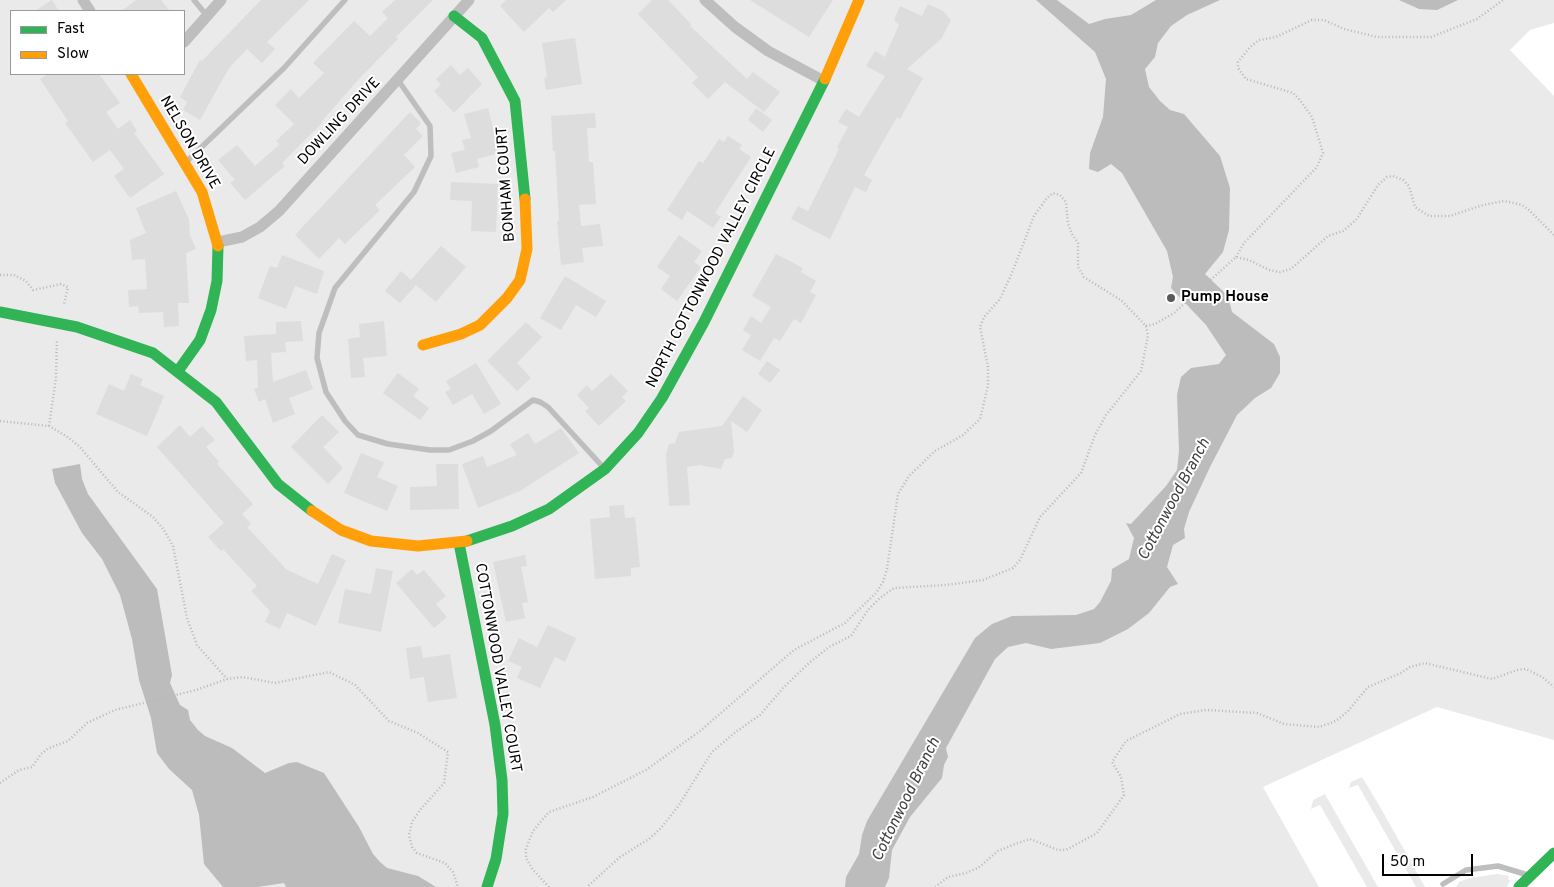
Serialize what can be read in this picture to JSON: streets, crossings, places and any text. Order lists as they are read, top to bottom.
{
  "streets": {
    "street": [
      "DOWLING DRIVE",
      "NELSON DRIVE",
      "BONHAM COURT",
      "NORTH COTTONWOOD VALLEY CIRCLE",
      "COTTONWOOD VALLEY COURT"
    ]
  },
  "crossings": [
    ["DOWLING DRIVE", "NELSON DRIVE"],
    ["DOWLING DRIVE", "BONHAM COURT"],
    ["NELSON DRIVE", "NORTH COTTONWOOD VALLEY CIRCLE"],
    ["NORTH COTTONWOOD VALLEY CIRCLE", "COTTONWOOD VALLEY COURT"]
  ],
  "water": ["Cottonwood Branch"],
  "places": ["Pump House"],
  "legend": ["Fast", "Slow"],
  "scale_bar": "50 m"
}
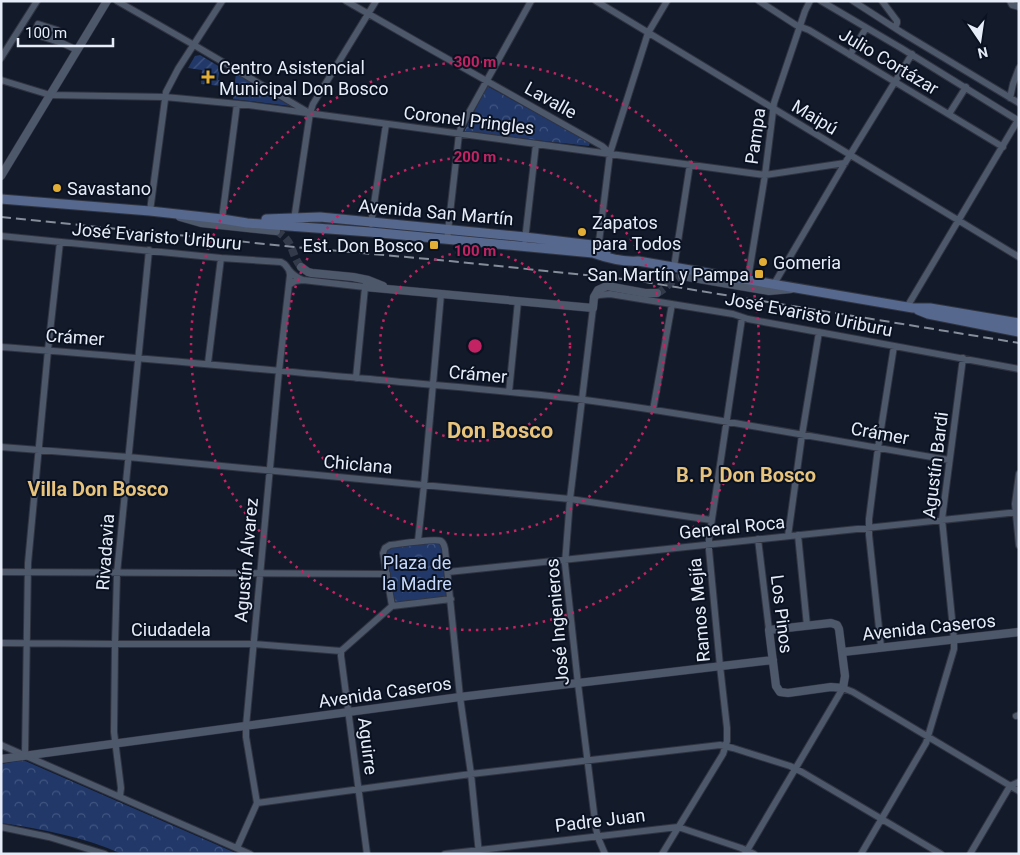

────────────────

#### What the exercise asks:
Extract every line of the data exactly; pictures stay out.

#### Finished task:
Serialize what can be read in this picture to JSON: streets, crossings, places and any text. Order lists as they are read, top to bottom.
{
  "streets": {
    "street": [
      "DOWLING DRIVE",
      "NELSON DRIVE",
      "BONHAM COURT",
      "NORTH COTTONWOOD VALLEY CIRCLE",
      "COTTONWOOD VALLEY COURT"
    ]
  },
  "crossings": [
    ["DOWLING DRIVE", "NELSON DRIVE"],
    ["DOWLING DRIVE", "BONHAM COURT"],
    ["NELSON DRIVE", "NORTH COTTONWOOD VALLEY CIRCLE"],
    ["NORTH COTTONWOOD VALLEY CIRCLE", "COTTONWOOD VALLEY COURT"]
  ],
  "water": ["Cottonwood Branch"],
  "places": ["Pump House"],
  "legend": ["Fast", "Slow"],
  "scale_bar": "50 m"
}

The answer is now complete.